Junto a la casa rodeada de tierra desértica, el Papa se reúne con los responsables de las demás religiones de la nación. Aquí, en este lugar físico, en esta tierra, es donde Dios hizo una promesa a Abrahán mientras estaba bajo una tienda en la encina de Mambré: te daré una descendencia tan numerosa como las estrellas del cielo, y te daré un hijo, pero déjalo todo, vete y fíate de mí. Una propuesta, no una orden, para la que Dios espera una rápida respuesta de Abrahán para dar inicio a su alianza con el hombre. Una propuesta conveniente. Dice don Giussani, en una conversación que me envió una amiga antes de partir: «El alma de Abrahán, su conciencia, su corazón serían como una luz. En este lugar se comunica el sentido de toda la historia del mundo, el sentido de la existencia de cada hombre: empieza a comunicarse el evento con el que Dios se convierte en un factor de la vida del hombre; Dios se hace uno de nosotros, uno como nosotros. Dios se introduce en la vida del hombre y lo hace con la misma familiaridad de un diálogo. El asombro ante dicho acontecimiento hace renacer nuestra vida».
Pero Sara, la mujer de Abrahán, se ríe cuando le anuncian el nacimiento de un hijo, pues tanto ella como su cónyuge son ancianos. Dios la observa y la reprende pero, escribe Giussani, «no por eso cambió el significado de Su presencia, de Su plan sobre ella. No modificó sus planes». Qué consuelo suponen estas palabras. La historia de Israel a partir de ahí, pero también la historia cotidiana de cada uno de nosotros, siempre se divide en efecto entre el asombro atento de Abrahán y la risa incrédula de Sara.
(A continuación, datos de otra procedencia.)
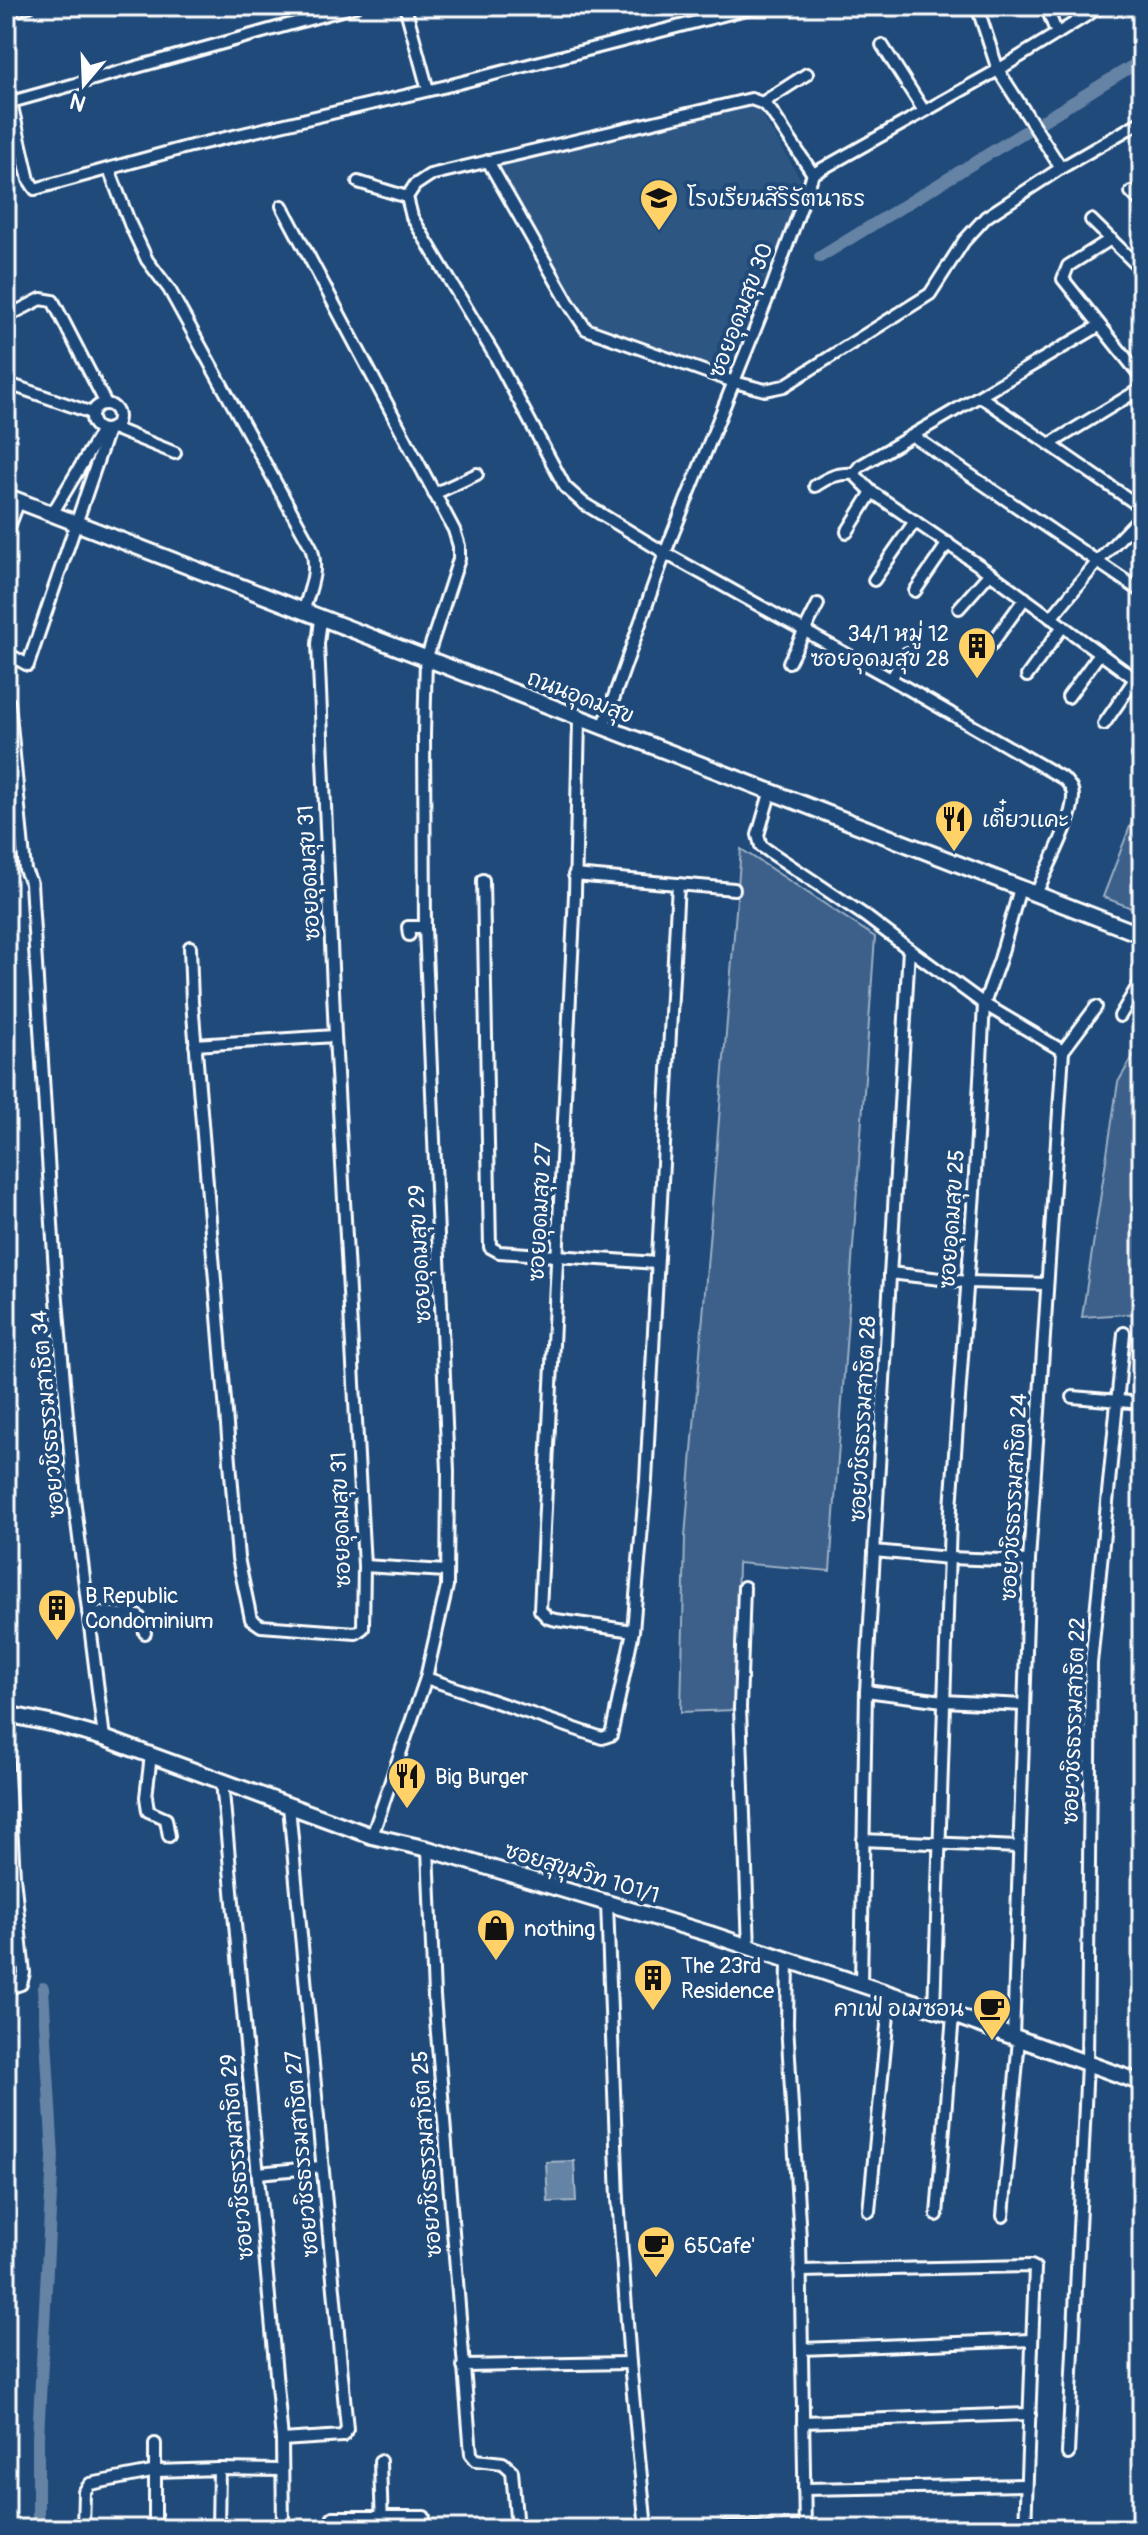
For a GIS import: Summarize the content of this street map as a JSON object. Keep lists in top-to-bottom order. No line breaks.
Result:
{"streets":{"main road":["ถนนอุดมสุข","ซอยสุขุมวิท 101/1"],"street":["ซอยอุดมสุข 30","ซอยอุดมสุข 31","ซอยอุดมสุข 27","ซอยอุดมสุข 25","ซอยอุดมสุข 29","ซอยวชิรธรรมสาธิต 34","ซอยวชิรธรรมสาธิต 28","ซอยวชิรธรรมสาธิต 24","ซอยวชิรธรรมสาธิต 22","ซอยวชิรธรรมสาธิต 27","ซอยวชิรธรรมสาธิต 25","ซอยวชิรธรรมสาธิต 29"]},"crossings":[["ซอยอุดมสุข 30","ถนนอุดมสุข"],["ถนนอุดมสุข","ซอยอุดมสุข 31"],["ถนนอุดมสุข","ซอยอุดมสุข 27"],["ถนนอุดมสุข","ซอยอุดมสุข 25"],["ถนนอุดมสุข","ซอยอุดมสุข 29"],["ซอยอุดมสุข 25","ซอยสุขุมวิท 101/1"],["ซอยอุดมสุข 29","ซอยสุขุมวิท 101/1"],["ซอยวชิรธรรมสาธิต 34","ซอยสุขุมวิท 101/1"],["ซอยวชิรธรรมสาธิต 28","ซอยสุขุมวิท 101/1"],["ซอยวชิรธรรมสาธิต 24","ซอยสุขุมวิท 101/1"],["ซอยวชิรธรรมสาธิต 22","ซอยสุขุมวิท 101/1"],["ซอยสุขุมวิท 101/1","ซอยวชิรธรรมสาธิต 27"],["ซอยสุขุมวิท 101/1","ซอยวชิรธรรมสาธิต 25"],["ซอยสุขุมวิท 101/1","ซอยวชิรธรรมสาธิต 29"],["ซอยวชิรธรรมสาธิต 27","ซอยวชิรธรรมสาธิต 29"]],"places":{"school or university":["โรงเรียนสิริรัตนาธร"],"building":["34/1 หมู่ 12 ซอยอุดมสุข 28","B Republic Condominium","The 23rd Residence"],"restaurant":["เตี๋ยวแคะ","Big Burger"],"shop":["nothing"],"cafe":["คาเฟ่ อเมซอน","65Cafe'"]},"north":"bottom"}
Pero Dios es fiel, se une al hombre, se “mezcla” con él y mantiene siempre, mantiene para siempre, su promesa de alianza, de amistad inseparable. Independientemente de nuestra respuesta. «Sin este acontecimiento no sois nada», escribe Giussani hablando del encuentro de Abrahán con Dios. «Quien está marcado en su ser porque Dios se ha implicado con él, quien está marcado por el signo de Cristo resucitado, no puede ya ni siquiera engañarse: “Sin mí no podéis hacer nada”. Este es nuestro valor, el valor de nuestro rostro y el contenido de nuestra persona» (en Huellas n. 10/1999).

El contenido de nuestra persona es el Nazareno. Esa letra N que en el seno del Estado Islámico escribían en las casas de los cristianos cuando el Isis conquistó Mosul y Qaraqosh, estableciendo su dictadura religiosa, debía ser la marca de la vergüenza, pero en cambio se convirtió en la de la gloria. Gloria de los mártires. N, de nazarenos, trazaban con barniz o cincelaban con piedra los milicianos del Estado Islámico en las casas de los cristianos para señalar a los que no se convertían al islam, que serían asesinados, o esclavizados, u obligados a huir.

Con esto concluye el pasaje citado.